OutOfMemoryExceptions while remoting very large datasets
When you have to pass an object back and forth between processes or application domains you have to serialize it into some type of stream that can be understood by both the client and the server.
The more complex and big the object gets the more expensive it is to serialize, both CPU wise and memory wise, and if the object is big and complex enough you can easily run into out of memory exceptions during the actual serialization process... and that is exactly what happened to one of my customers...
They had to pass very large datasets back and forth between the UI layer and the datalayer and these datasets could easily get up to a couple of hundred MB in size. When they passed the datasets back they would get OutOfMemory Exceptions in stacks like this one... in other words they would get OOMs while serializing the dataset passing it back to the client...
0454f350 773442eb [HelperMethodFrame: 0454f350]

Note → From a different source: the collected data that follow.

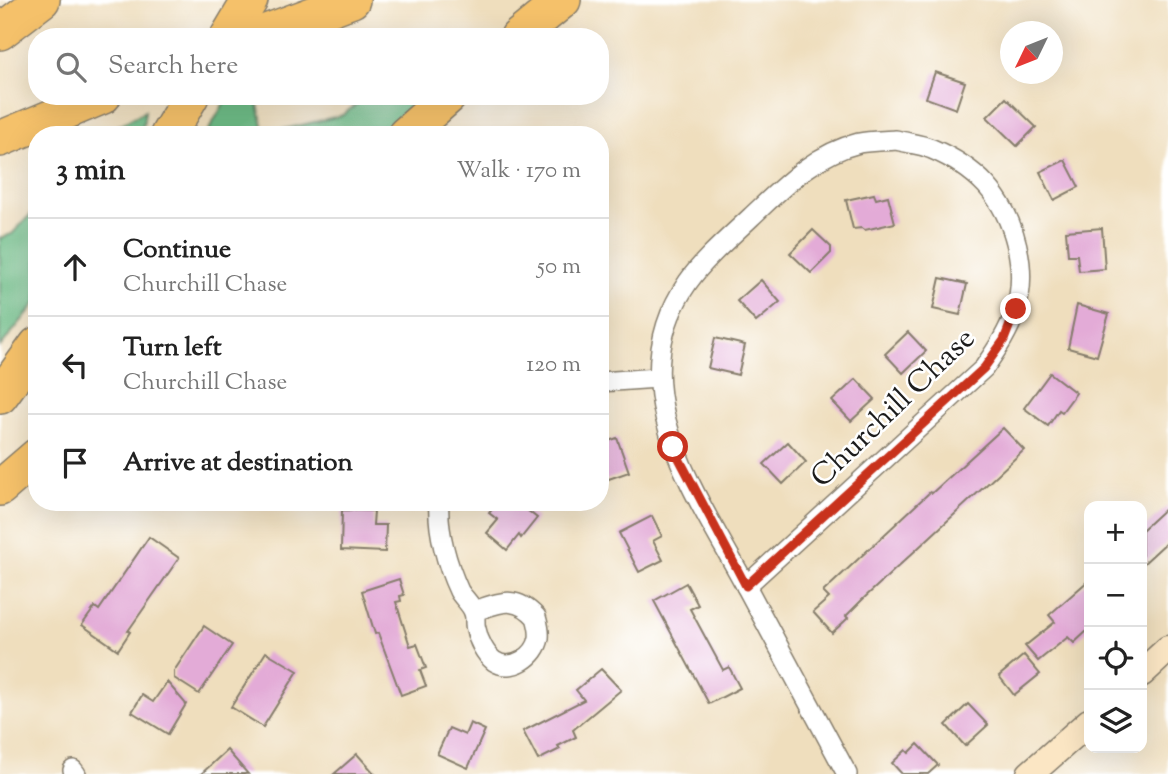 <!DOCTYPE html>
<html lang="en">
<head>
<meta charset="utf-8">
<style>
  :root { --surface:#fff; --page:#f2f2f2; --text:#222; --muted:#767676; --line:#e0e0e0 }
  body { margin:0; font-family:"Sorts Mill Goudy",serif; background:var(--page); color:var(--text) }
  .controls { position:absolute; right:21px; bottom:21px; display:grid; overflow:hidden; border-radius:14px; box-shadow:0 7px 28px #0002 }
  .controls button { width:63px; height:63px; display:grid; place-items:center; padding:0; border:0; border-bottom:2px solid var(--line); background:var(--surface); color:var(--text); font:35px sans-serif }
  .compass { position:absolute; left:1000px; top:21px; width:63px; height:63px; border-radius:50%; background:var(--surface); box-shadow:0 7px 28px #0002; rotate:227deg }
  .stop { position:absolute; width:21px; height:21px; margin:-16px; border:5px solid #c8321e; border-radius:50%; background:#fff }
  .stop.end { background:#c8321e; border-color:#fff; box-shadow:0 2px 7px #0008 }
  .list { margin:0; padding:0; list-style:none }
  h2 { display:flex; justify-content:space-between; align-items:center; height:91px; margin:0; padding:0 28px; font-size:30px }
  h2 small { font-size:23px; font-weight:400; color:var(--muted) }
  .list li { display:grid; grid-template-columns:46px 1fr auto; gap:21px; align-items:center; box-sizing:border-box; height:98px; padding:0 28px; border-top:2px solid var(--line) }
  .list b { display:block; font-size:26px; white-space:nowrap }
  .list p { margin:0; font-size:23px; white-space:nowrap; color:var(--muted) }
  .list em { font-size:23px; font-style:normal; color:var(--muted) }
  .icon { flex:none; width:38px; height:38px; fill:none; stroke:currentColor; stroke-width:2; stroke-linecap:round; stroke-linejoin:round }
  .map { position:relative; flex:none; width:1168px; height:774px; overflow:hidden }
  .search { position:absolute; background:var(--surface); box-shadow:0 7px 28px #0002; left:28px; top:28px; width:581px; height:77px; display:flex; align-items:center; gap:18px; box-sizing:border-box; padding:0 24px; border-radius:28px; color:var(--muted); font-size:26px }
  .panel { position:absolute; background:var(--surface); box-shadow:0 7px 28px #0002; left:28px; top:126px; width:581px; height:385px; border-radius:28px }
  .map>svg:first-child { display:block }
</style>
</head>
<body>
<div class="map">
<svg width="1168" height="774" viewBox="0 0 1168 774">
  <rect width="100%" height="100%" fill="#fff"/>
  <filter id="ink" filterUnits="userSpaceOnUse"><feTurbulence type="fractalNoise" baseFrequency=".0143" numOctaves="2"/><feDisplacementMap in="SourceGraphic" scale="14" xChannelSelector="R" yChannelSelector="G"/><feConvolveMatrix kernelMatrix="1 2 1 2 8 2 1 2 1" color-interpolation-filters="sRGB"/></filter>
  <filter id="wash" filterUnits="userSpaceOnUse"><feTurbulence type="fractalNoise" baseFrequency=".00686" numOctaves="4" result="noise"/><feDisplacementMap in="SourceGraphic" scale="28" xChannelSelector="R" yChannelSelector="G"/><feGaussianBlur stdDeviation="1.57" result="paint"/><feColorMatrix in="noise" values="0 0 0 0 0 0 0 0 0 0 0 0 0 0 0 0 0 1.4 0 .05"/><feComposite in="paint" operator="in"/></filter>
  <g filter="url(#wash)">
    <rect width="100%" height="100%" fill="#efdebd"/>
    <!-- forest -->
    <g fill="#6ebc86" stroke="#456c51" stroke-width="2">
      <polygon points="228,96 256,96 265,134 343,115 367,96 431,97 387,135 206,135"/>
      <polygon points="145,111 142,135 103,135 103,134"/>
      <polygon points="37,208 37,302 0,347 0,238 12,234"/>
    </g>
    <g id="blocks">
      <!-- building -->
      <g fill="#e3abd7">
        <polygon points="935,72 965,82 956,109 926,98"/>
        <polygon points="1006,98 1036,127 1017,146 987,117"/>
        <polygon points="1065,160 1079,187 1054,200 1040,172"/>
        <polygon points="874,194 876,199 888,196 895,223 865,230 862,228 853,229 846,200"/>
        <polygon points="1102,228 1105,269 1079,271 1077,255 1068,255 1066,231"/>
        <polygon points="813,230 831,247 831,253 811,273 790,253"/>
        <polygon points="940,278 967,284 960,315 933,309"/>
        <polygon points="761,280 780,302 756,322 737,301"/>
        <polygon points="1077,305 1109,314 1097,356 1068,348"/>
        <polygon points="908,332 926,351 903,373 885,354"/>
        <polygon points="715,338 745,345 738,375 708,368"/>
        <polygon points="1050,373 1076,393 1062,412 1059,410 1048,426 1024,408"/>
        <polygon points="856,379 875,399 851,421 832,401"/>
        <polygon points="1003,428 1024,450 863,599 846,616 848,618 832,633 813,612 829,598 823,592 930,492 932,493"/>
        <polygon points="617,438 629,472 600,482 600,444"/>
        <polygon points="788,442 806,462 783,484 764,464"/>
        <polygon points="498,502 517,502 537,518 521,538 519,535 507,550 487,533 498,520 489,513"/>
        <polygon points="1168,506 1168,541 1142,565 1142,530"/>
        <polygon points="342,510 374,511 373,525 386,525 385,552 341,550"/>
        <polygon points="652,516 662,536 653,541 663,560 639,572 619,533"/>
        <polygon points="149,537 179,558 128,631 130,632 118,650 82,625 95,607 99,610"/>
        <polygon points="399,579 404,595 400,596 401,601 396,602 410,646 417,644 426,668 420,670 426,686 401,695 378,633 375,634 362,591"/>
        <polygon points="1089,580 1089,629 1074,643 1068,637 1038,661 1025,646 1055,622 1049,615"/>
        <polygon points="686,583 698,605 690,609 723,670 729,667 740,688 709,704 654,601"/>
        <polygon points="204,626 232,645 199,694 174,678 174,671"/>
        <polygon points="266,652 298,671 263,727 231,707"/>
        <polygon points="1024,655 1040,674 1014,695 999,676"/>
        <polygon points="601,669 621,690 573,730 576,737 558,746 560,749 538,760 523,731 584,700 576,690"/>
        <polygon points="167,682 186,704 168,734 132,712 142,695 153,702"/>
        <polygon points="968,704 988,725 965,746 946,725"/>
        <polygon points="470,723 485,730 468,768 437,754 449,728 465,735"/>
        <polygon points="918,744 938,765 928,774 902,774 892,763 906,750 909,753"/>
        <polygon points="227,750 248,774 201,774"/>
        <polygon points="357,754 375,774 334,774"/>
      </g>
    </g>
  </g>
  <g filter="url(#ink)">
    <use href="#blocks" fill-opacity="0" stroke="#867d6c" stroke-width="2"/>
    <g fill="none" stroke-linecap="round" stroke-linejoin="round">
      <defs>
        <g id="street">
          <path d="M896,140c11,3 25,4 36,9 19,8 40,21 54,36 29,32 43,85 29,127 -7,21 -19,38 -31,56l-238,218c-50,-93 -130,-200 -58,-304 17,-24 41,-44 63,-65 32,-30 63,-63 108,-74 11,-2 25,-2 37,-3z"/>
          <polyline points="600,382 658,378"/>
          <path d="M439,502c-2,29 8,63 20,89 4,7 13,14 15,22 2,5 0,11 2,16 2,11 9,25 18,32 18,12 42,-5 45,-23 1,-8 -1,-14 -3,-21 -21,-23 -36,-14 -62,-6"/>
          <polyline points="746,586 847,774"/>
          <polyline points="73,770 76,774"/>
        </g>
        <g id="secondary">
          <polyline points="1142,673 1168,649"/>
          <polyline points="1030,774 1089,722"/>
        </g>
        <g id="highway">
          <polyline points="0,32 42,0"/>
          <polyline points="228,37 250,0"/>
          <polyline points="253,37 352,0"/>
          <polyline points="518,37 563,0"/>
          <polyline points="168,135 191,96"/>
          <polyline points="405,135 449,96"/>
          <polyline points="0,139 103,96"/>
          <polyline points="0,396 37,345"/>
          <polyline points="0,488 37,456"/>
        </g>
      </defs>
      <!-- street casing -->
      <use href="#street" stroke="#867d6c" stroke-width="22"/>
      <!-- secondary casing -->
      <use href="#secondary" stroke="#867d6c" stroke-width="29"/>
      <!-- highway casing -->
      <use href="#highway" stroke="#867d6c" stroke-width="38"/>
      <!-- street -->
      <use href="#street" stroke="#fff" stroke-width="19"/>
      <!-- secondary -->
      <use href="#secondary" stroke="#fbe6c4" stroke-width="26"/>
      <!-- highway -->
      <use href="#highway" stroke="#f5c16b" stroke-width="35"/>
    </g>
  </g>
  <g fill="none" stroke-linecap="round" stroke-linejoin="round" filter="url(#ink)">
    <!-- route -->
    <polyline stroke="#c8321e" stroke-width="9" points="673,447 746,586 984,368 1004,340 1016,309"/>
  </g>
  <g text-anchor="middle" stroke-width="5" stroke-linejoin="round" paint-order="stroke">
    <!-- street labels -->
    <g font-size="30" fill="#1c1c1c" stroke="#fff">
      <text transform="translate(892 407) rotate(-44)" y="10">Churchill Chase</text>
    </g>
  </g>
</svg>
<div class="controls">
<button>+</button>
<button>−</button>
<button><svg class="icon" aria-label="locate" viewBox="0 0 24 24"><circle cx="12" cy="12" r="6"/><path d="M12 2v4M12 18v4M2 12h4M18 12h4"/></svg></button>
<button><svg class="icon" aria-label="layers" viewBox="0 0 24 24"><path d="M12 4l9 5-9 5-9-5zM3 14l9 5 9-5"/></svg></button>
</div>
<svg class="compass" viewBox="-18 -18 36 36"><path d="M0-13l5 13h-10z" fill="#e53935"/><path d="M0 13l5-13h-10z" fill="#767676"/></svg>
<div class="stop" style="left:673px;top:447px"></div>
<div class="stop end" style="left:1016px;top:309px"></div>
<div class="search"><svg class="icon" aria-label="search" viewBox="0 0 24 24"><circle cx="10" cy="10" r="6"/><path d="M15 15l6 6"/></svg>Search here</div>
<section class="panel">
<h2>3 min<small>Walk · 170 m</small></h2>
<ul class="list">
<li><svg class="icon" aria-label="ahead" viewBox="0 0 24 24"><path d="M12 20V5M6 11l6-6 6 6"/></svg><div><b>Continue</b><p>Churchill Chase</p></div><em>50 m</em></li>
<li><svg class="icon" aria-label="left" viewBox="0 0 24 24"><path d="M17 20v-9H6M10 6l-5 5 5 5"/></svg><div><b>Turn left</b><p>Churchill Chase</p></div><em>120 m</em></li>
<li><svg class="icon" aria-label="arrive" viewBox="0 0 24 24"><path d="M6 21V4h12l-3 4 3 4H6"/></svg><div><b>Arrive at destination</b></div></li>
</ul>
</section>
</div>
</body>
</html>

0454f3a8 793631b3 System.String.GetStringForStringBuilder(System.String, Int32, Int32, Int32)
0454f3d0 79363167 System.Text.StringBuilder..ctor(System.String, Int32, Int32, Int32)
0454f3f8 793630cc System.Text.StringBuilder..ctor(System.String, Int32)
0454f408 651eadee System.Data.DataSet.SerializeDataSet(System.Runtime.Serialization.SerializationInfo, System.Runtime.Serialization.StreamingContext, System.Data.SerializationFormat)
0454f448 651eaa5b System.Data.DataSet.GetObjectData(System.Runtime.Serialization.SerializationInfo, System.Runtime.Serialization.StreamingContext)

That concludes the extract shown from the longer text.